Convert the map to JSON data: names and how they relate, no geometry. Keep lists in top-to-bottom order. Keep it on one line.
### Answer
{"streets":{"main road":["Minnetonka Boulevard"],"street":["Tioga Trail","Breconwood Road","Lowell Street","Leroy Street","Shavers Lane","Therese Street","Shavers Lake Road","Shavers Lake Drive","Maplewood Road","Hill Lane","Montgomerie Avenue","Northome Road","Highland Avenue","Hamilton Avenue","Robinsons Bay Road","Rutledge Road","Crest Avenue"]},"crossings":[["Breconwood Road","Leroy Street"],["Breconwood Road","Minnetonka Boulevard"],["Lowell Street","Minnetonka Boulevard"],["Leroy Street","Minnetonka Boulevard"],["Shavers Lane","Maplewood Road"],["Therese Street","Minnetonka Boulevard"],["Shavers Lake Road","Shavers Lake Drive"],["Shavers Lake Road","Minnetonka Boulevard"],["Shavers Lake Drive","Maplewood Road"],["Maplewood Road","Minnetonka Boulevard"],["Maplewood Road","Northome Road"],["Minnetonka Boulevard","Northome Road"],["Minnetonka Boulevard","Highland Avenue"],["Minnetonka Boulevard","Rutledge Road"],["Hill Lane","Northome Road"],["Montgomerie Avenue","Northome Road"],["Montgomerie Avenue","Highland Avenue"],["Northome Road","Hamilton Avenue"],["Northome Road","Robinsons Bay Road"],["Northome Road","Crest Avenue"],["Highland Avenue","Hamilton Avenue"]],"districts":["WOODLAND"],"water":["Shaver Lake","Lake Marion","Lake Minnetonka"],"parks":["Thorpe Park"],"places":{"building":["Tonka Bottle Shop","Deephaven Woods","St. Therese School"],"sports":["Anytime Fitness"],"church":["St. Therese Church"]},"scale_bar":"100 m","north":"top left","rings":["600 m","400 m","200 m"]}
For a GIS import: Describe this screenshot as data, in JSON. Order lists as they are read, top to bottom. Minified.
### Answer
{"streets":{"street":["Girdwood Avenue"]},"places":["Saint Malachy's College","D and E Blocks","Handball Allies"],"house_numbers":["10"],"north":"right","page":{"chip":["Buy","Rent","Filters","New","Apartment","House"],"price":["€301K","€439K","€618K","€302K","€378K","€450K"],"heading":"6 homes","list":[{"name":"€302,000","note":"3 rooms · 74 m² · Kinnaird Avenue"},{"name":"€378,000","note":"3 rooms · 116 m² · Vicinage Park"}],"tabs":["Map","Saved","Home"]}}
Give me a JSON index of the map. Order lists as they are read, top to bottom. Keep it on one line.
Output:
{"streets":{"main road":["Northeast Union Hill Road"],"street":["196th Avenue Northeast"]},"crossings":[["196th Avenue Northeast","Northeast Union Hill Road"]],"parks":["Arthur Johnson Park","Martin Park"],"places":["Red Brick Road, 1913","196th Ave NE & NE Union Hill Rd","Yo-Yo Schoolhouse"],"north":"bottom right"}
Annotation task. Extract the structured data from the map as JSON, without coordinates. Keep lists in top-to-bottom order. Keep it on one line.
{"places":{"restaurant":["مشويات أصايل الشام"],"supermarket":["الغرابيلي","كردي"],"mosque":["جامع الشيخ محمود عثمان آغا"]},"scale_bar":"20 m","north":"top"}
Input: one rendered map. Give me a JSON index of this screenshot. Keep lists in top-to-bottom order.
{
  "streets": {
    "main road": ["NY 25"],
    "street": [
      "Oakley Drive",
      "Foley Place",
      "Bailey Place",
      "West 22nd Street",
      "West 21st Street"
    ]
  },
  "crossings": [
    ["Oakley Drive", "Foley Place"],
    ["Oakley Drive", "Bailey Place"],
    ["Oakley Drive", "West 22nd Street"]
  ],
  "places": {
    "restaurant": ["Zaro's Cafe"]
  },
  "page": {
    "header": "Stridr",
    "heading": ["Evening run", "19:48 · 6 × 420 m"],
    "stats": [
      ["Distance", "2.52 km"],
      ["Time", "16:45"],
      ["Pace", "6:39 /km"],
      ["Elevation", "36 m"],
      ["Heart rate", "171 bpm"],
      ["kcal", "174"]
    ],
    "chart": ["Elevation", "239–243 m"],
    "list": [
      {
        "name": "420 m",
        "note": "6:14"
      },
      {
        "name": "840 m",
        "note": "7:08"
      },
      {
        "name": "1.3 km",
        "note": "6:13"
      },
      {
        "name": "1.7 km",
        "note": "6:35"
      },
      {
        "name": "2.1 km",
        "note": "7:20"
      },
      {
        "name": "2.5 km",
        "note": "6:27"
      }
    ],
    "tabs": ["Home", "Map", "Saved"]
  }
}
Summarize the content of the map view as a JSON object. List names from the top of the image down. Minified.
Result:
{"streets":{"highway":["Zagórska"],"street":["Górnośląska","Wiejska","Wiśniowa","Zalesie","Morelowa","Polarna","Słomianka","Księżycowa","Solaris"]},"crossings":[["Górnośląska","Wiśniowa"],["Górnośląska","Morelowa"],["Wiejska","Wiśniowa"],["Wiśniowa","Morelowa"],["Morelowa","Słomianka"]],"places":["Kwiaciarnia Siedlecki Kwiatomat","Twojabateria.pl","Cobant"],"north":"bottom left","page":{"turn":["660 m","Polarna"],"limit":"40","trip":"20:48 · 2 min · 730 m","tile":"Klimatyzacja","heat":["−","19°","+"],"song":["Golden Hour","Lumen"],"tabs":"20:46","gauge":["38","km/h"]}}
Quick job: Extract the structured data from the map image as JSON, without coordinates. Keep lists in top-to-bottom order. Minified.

> WORK ORDER: All entries above are to be copied exactly, with none left out.

> RESULT OF THE EXERCISE:
Convert the map to JSON data: names and how they relate, no geometry. Keep lists in top-to-bottom order. Keep it on one line.
### Answer
{"streets":{"main road":["Minnetonka Boulevard"],"street":["Tioga Trail","Breconwood Road","Lowell Street","Leroy Street","Shavers Lane","Therese Street","Shavers Lake Road","Shavers Lake Drive","Maplewood Road","Hill Lane","Montgomerie Avenue","Northome Road","Highland Avenue","Hamilton Avenue","Robinsons Bay Road","Rutledge Road","Crest Avenue"]},"crossings":[["Breconwood Road","Leroy Street"],["Breconwood Road","Minnetonka Boulevard"],["Lowell Street","Minnetonka Boulevard"],["Leroy Street","Minnetonka Boulevard"],["Shavers Lane","Maplewood Road"],["Therese Street","Minnetonka Boulevard"],["Shavers Lake Road","Shavers Lake Drive"],["Shavers Lake Road","Minnetonka Boulevard"],["Shavers Lake Drive","Maplewood Road"],["Maplewood Road","Minnetonka Boulevard"],["Maplewood Road","Northome Road"],["Minnetonka Boulevard","Northome Road"],["Minnetonka Boulevard","Highland Avenue"],["Minnetonka Boulevard","Rutledge Road"],["Hill Lane","Northome Road"],["Montgomerie Avenue","Northome Road"],["Montgomerie Avenue","Highland Avenue"],["Northome Road","Hamilton Avenue"],["Northome Road","Robinsons Bay Road"],["Northome Road","Crest Avenue"],["Highland Avenue","Hamilton Avenue"]],"districts":["WOODLAND"],"water":["Shaver Lake","Lake Marion","Lake Minnetonka"],"parks":["Thorpe Park"],"places":{"building":["Tonka Bottle Shop","Deephaven Woods","St. Therese School"],"sports":["Anytime Fitness"],"church":["St. Therese Church"]},"scale_bar":"100 m","north":"top left","rings":["600 m","400 m","200 m"]}
For a GIS import: Describe this screenshot as data, in JSON. Order lists as they are read, top to bottom. Minified.
### Answer
{"streets":{"street":["Girdwood Avenue"]},"places":["Saint Malachy's College","D and E Blocks","Handball Allies"],"house_numbers":["10"],"north":"right","page":{"chip":["Buy","Rent","Filters","New","Apartment","House"],"price":["€301K","€439K","€618K","€302K","€378K","€450K"],"heading":"6 homes","list":[{"name":"€302,000","note":"3 rooms · 74 m² · Kinnaird Avenue"},{"name":"€378,000","note":"3 rooms · 116 m² · Vicinage Park"}],"tabs":["Map","Saved","Home"]}}
Give me a JSON index of the map. Order lists as they are read, top to bottom. Keep it on one line.
Output:
{"streets":{"main road":["Northeast Union Hill Road"],"street":["196th Avenue Northeast"]},"crossings":[["196th Avenue Northeast","Northeast Union Hill Road"]],"parks":["Arthur Johnson Park","Martin Park"],"places":["Red Brick Road, 1913","196th Ave NE & NE Union Hill Rd","Yo-Yo Schoolhouse"],"north":"bottom right"}
Annotation task. Extract the structured data from the map as JSON, without coordinates. Keep lists in top-to-bottom order. Keep it on one line.
{"places":{"restaurant":["مشويات أصايل الشام"],"supermarket":["الغرابيلي","كردي"],"mosque":["جامع الشيخ محمود عثمان آغا"]},"scale_bar":"20 m","north":"top"}
Input: one rendered map. Give me a JSON index of this screenshot. Keep lists in top-to-bottom order.
{
  "streets": {
    "main road": ["NY 25"],
    "street": [
      "Oakley Drive",
      "Foley Place",
      "Bailey Place",
      "West 22nd Street",
      "West 21st Street"
    ]
  },
  "crossings": [
    ["Oakley Drive", "Foley Place"],
    ["Oakley Drive", "Bailey Place"],
    ["Oakley Drive", "West 22nd Street"]
  ],
  "places": {
    "restaurant": ["Zaro's Cafe"]
  },
  "page": {
    "header": "Stridr",
    "heading": ["Evening run", "19:48 · 6 × 420 m"],
    "stats": [
      ["Distance", "2.52 km"],
      ["Time", "16:45"],
      ["Pace", "6:39 /km"],
      ["Elevation", "36 m"],
      ["Heart rate", "171 bpm"],
      ["kcal", "174"]
    ],
    "chart": ["Elevation", "239–243 m"],
    "list": [
      {
        "name": "420 m",
        "note": "6:14"
      },
      {
        "name": "840 m",
        "note": "7:08"
      },
      {
        "name": "1.3 km",
        "note": "6:13"
      },
      {
        "name": "1.7 km",
        "note": "6:35"
      },
      {
        "name": "2.1 km",
        "note": "7:20"
      },
      {
        "name": "2.5 km",
        "note": "6:27"
      }
    ],
    "tabs": ["Home", "Map", "Saved"]
  }
}
Summarize the content of the map view as a JSON object. List names from the top of the image down. Minified.
Result:
{"streets":{"highway":["Zagórska"],"street":["Górnośląska","Wiejska","Wiśniowa","Zalesie","Morelowa","Polarna","Słomianka","Księżycowa","Solaris"]},"crossings":[["Górnośląska","Wiśniowa"],["Górnośląska","Morelowa"],["Wiejska","Wiśniowa"],["Wiśniowa","Morelowa"],["Morelowa","Słomianka"]],"places":["Kwiaciarnia Siedlecki Kwiatomat","Twojabateria.pl","Cobant"],"north":"bottom left","page":{"turn":["660 m","Polarna"],"limit":"40","trip":"20:48 · 2 min · 730 m","tile":"Klimatyzacja","heat":["−","19°","+"],"song":["Golden Hour","Lumen"],"tabs":"20:46","gauge":["38","km/h"]}}
Quick job: Extract the structured data from the map image as JSON, without coordinates. Keep lists in top-to-bottom order. Minified.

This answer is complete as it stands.